__ABOUT THIS EXERCISE__. Write out again the lines from the line with "For a GIS import: Describe" up to and including the line with "Transcribe the names", exactly as they stand below, and skip any picture.

__DATASET__.
● ● ●
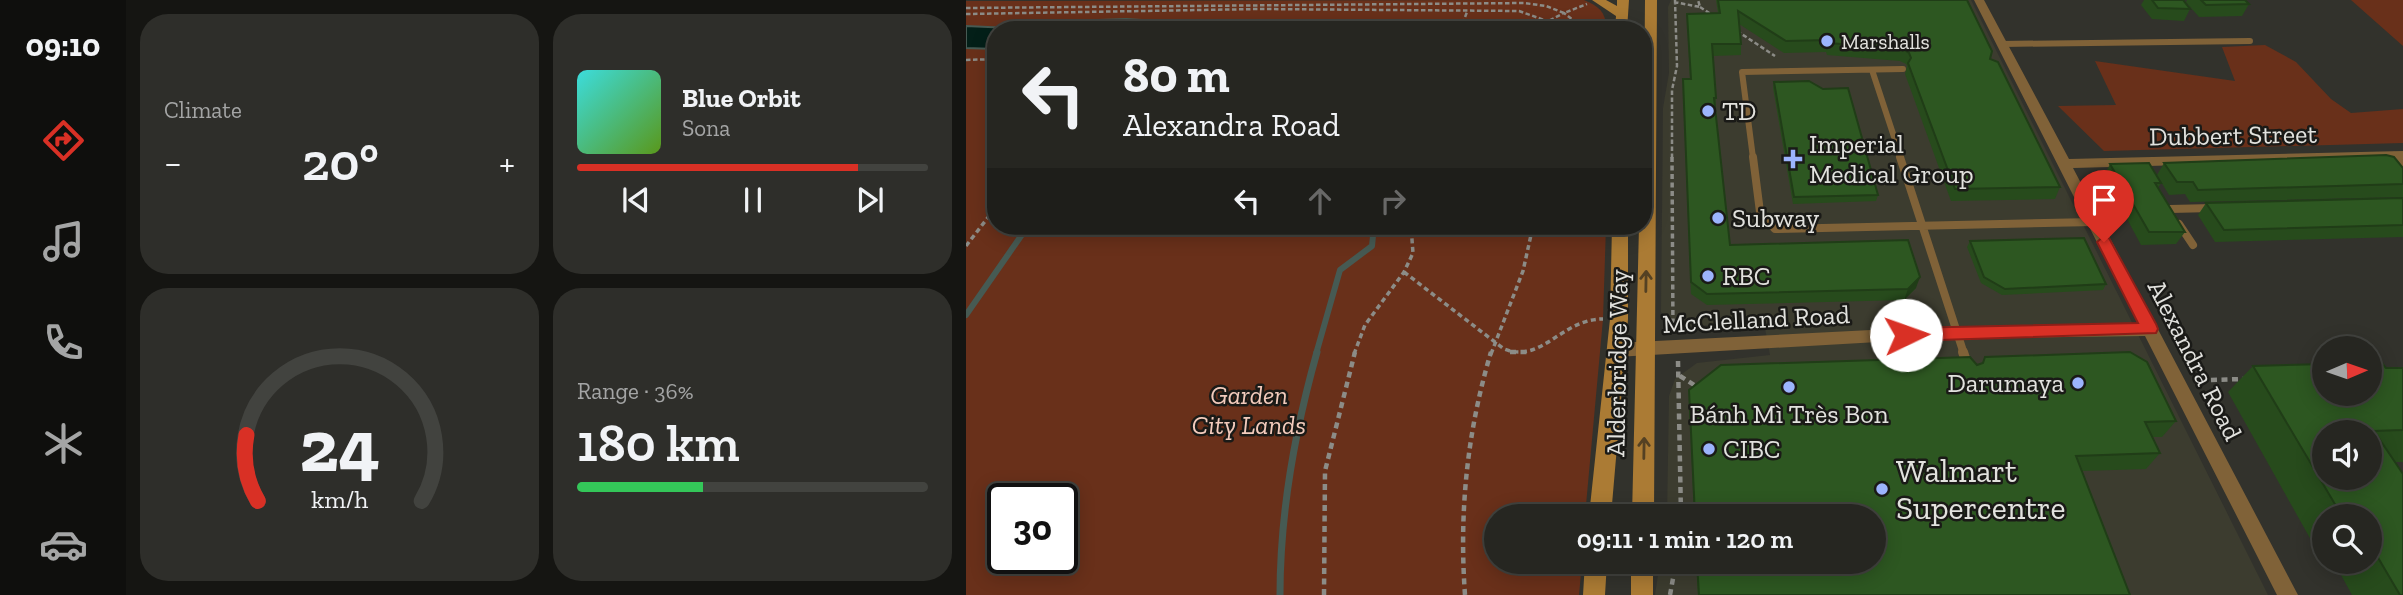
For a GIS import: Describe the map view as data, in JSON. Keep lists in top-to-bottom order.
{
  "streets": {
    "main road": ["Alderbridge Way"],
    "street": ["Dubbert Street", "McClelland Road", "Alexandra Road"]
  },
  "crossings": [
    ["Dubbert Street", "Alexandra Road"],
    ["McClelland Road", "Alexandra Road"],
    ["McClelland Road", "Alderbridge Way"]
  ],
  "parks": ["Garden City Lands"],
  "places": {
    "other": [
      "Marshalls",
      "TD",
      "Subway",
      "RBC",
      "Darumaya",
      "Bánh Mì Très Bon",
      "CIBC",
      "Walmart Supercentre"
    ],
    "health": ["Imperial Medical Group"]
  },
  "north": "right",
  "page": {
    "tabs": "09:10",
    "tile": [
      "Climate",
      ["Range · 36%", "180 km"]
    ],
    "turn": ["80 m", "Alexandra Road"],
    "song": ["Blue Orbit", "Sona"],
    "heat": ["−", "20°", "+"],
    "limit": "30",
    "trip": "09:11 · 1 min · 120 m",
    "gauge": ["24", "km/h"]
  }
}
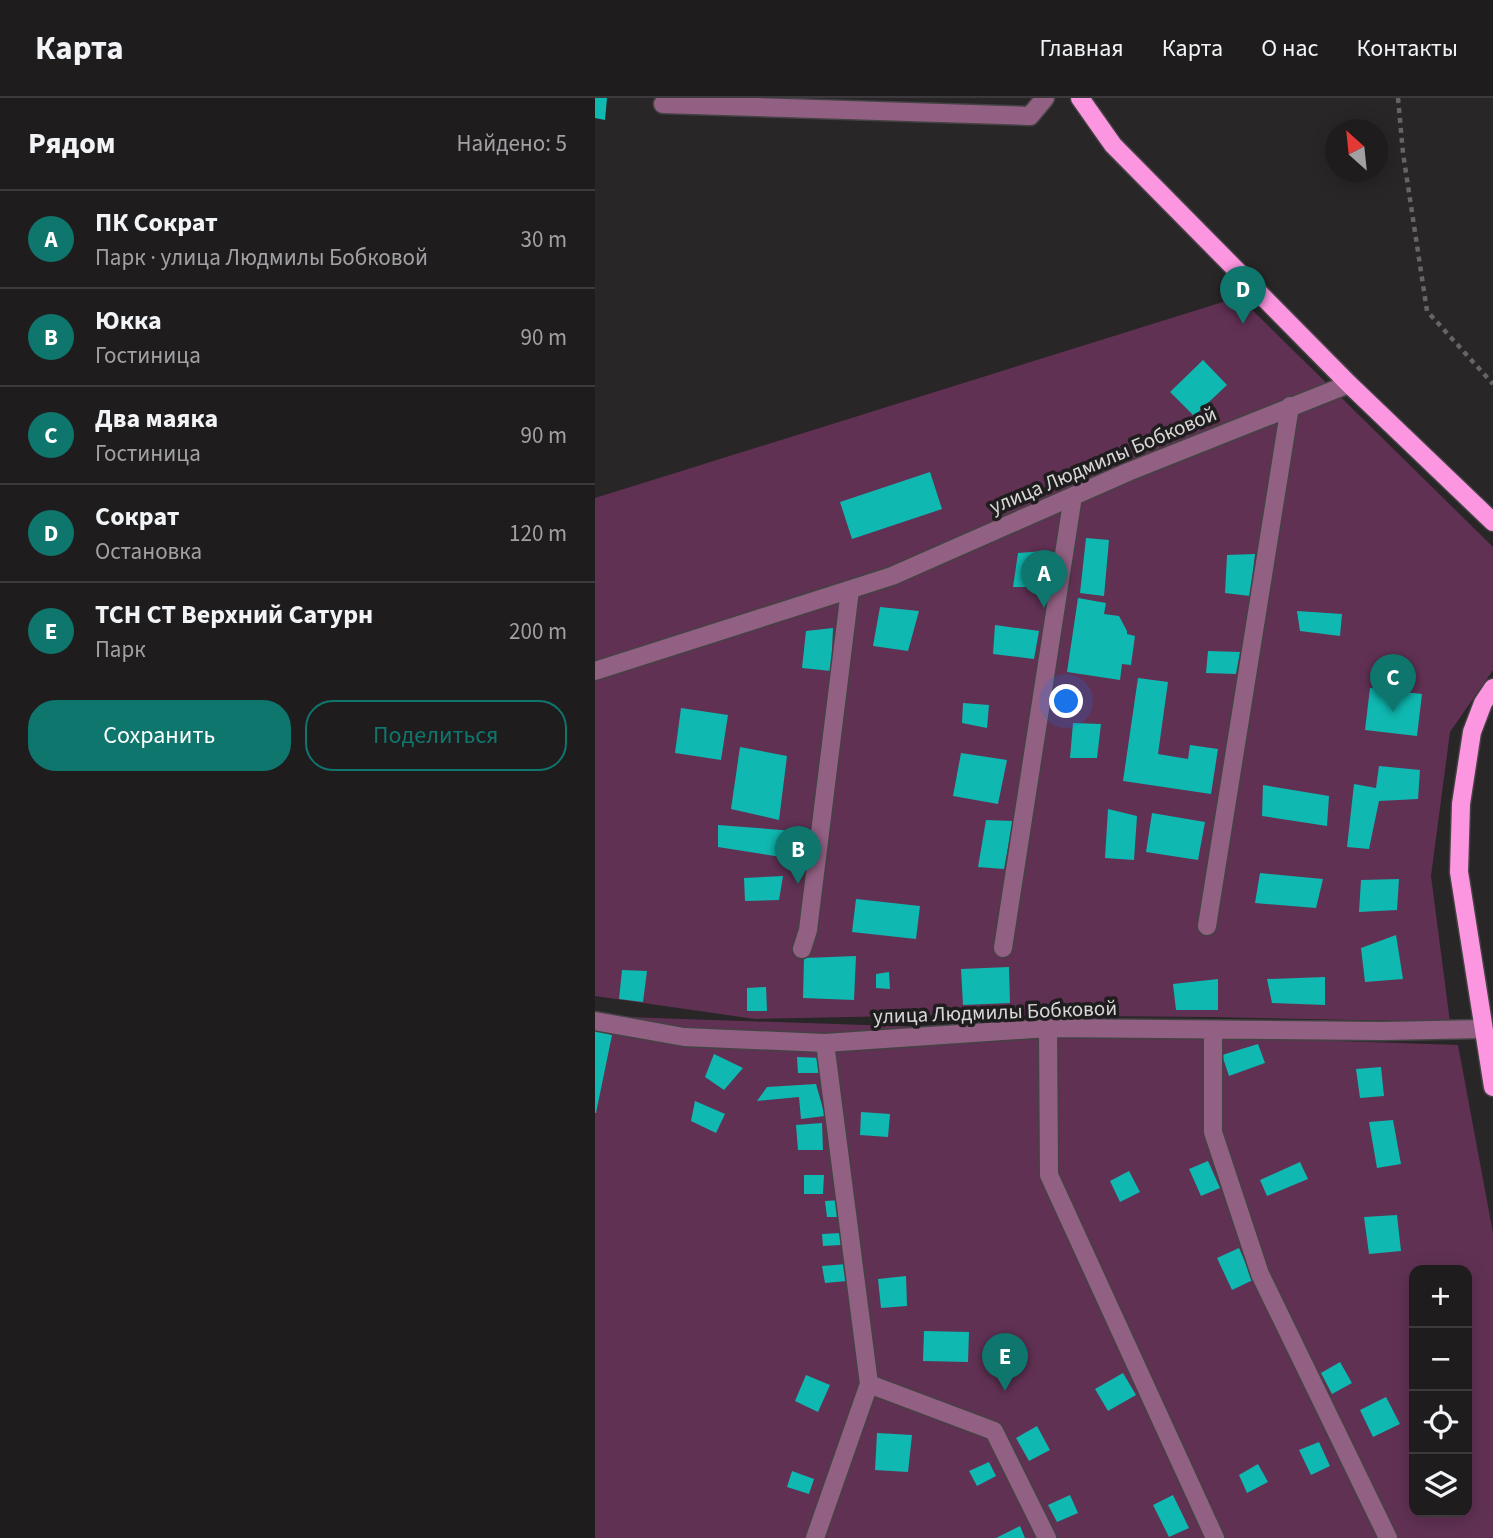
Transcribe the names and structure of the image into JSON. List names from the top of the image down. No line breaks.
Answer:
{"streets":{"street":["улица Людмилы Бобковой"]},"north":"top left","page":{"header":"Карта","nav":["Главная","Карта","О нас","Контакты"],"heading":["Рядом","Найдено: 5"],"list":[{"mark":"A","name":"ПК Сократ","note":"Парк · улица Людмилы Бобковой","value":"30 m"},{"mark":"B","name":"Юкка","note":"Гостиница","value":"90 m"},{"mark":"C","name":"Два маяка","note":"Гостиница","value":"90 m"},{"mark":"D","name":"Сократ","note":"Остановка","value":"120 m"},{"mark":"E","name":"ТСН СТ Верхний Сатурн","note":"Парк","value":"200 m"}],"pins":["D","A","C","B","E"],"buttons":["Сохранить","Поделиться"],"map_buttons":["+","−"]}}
● ● ●
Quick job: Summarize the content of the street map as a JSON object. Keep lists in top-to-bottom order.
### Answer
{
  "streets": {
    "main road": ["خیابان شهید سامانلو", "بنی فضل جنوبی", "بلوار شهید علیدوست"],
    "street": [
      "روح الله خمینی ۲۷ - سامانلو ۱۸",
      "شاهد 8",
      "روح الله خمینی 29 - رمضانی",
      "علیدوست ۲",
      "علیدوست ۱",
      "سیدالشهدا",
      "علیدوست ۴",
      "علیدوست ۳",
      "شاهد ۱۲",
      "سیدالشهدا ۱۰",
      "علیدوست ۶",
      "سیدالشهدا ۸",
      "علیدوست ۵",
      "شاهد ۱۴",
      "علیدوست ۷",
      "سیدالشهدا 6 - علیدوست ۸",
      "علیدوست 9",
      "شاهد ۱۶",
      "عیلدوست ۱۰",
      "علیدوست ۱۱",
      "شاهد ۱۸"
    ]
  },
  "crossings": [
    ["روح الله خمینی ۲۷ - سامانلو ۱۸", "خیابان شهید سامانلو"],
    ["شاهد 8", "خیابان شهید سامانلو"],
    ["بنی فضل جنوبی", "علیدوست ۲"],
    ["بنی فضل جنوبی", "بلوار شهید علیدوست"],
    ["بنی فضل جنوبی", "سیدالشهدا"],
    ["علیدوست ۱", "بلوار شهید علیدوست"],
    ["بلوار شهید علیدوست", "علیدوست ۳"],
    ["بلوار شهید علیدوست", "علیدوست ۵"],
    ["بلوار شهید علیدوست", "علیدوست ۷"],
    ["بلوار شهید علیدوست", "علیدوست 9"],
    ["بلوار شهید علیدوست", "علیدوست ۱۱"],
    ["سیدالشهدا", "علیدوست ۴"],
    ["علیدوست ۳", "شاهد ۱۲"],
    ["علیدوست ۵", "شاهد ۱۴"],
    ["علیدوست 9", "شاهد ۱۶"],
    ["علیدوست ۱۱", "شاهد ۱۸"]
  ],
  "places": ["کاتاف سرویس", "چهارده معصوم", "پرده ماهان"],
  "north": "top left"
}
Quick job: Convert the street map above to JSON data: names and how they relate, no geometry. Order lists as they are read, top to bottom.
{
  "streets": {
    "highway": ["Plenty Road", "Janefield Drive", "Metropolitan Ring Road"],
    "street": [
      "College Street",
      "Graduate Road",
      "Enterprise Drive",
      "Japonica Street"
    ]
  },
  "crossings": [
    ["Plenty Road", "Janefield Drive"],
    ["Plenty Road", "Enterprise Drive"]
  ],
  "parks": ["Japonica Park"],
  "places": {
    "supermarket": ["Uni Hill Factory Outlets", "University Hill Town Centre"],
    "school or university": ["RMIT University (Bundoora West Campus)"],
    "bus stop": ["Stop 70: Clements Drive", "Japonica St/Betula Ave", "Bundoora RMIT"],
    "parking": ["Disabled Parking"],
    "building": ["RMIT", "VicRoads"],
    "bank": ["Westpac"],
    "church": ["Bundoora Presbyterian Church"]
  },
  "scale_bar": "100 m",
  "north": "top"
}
● ● ●
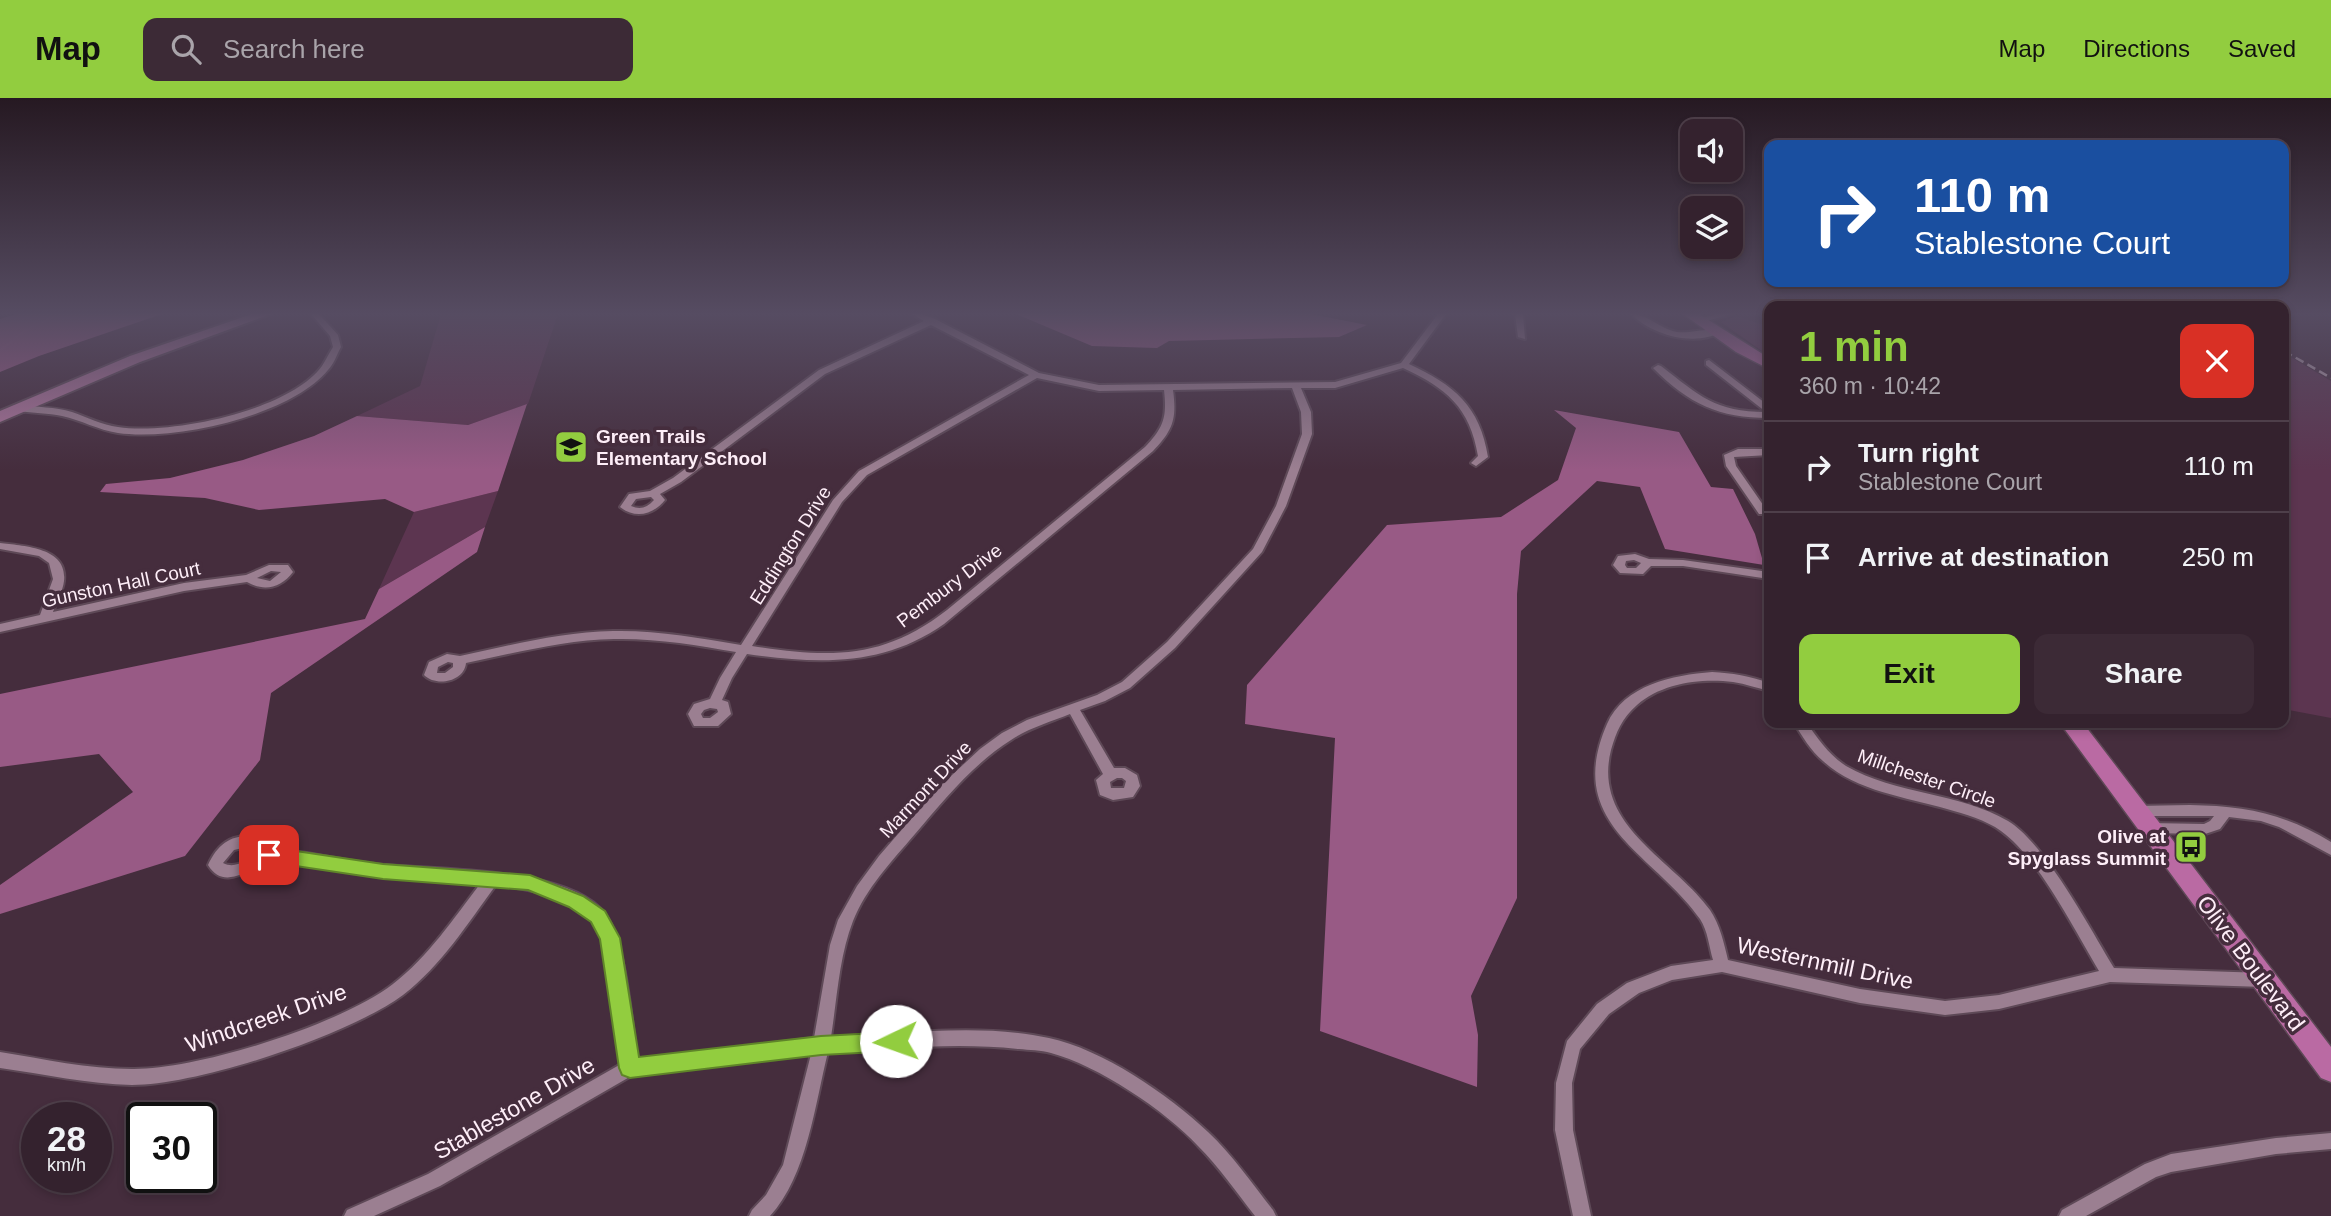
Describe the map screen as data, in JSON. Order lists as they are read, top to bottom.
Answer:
● ● ●
__EXERCISE SOLUTION__.
For a GIS import: Describe the map view as data, in JSON. Keep lists in top-to-bottom order.
{
  "streets": {
    "main road": ["Alderbridge Way"],
    "street": ["Dubbert Street", "McClelland Road", "Alexandra Road"]
  },
  "crossings": [
    ["Dubbert Street", "Alexandra Road"],
    ["McClelland Road", "Alexandra Road"],
    ["McClelland Road", "Alderbridge Way"]
  ],
  "parks": ["Garden City Lands"],
  "places": {
    "other": [
      "Marshalls",
      "TD",
      "Subway",
      "RBC",
      "Darumaya",
      "Bánh Mì Très Bon",
      "CIBC",
      "Walmart Supercentre"
    ],
    "health": ["Imperial Medical Group"]
  },
  "north": "right",
  "page": {
    "tabs": "09:10",
    "tile": [
      "Climate",
      ["Range · 36%", "180 km"]
    ],
    "turn": ["80 m", "Alexandra Road"],
    "song": ["Blue Orbit", "Sona"],
    "heat": ["−", "20°", "+"],
    "limit": "30",
    "trip": "09:11 · 1 min · 120 m",
    "gauge": ["24", "km/h"]
  }
}
Transcribe the names and structure of the image into JSON. List names from the top of the image down. No line breaks.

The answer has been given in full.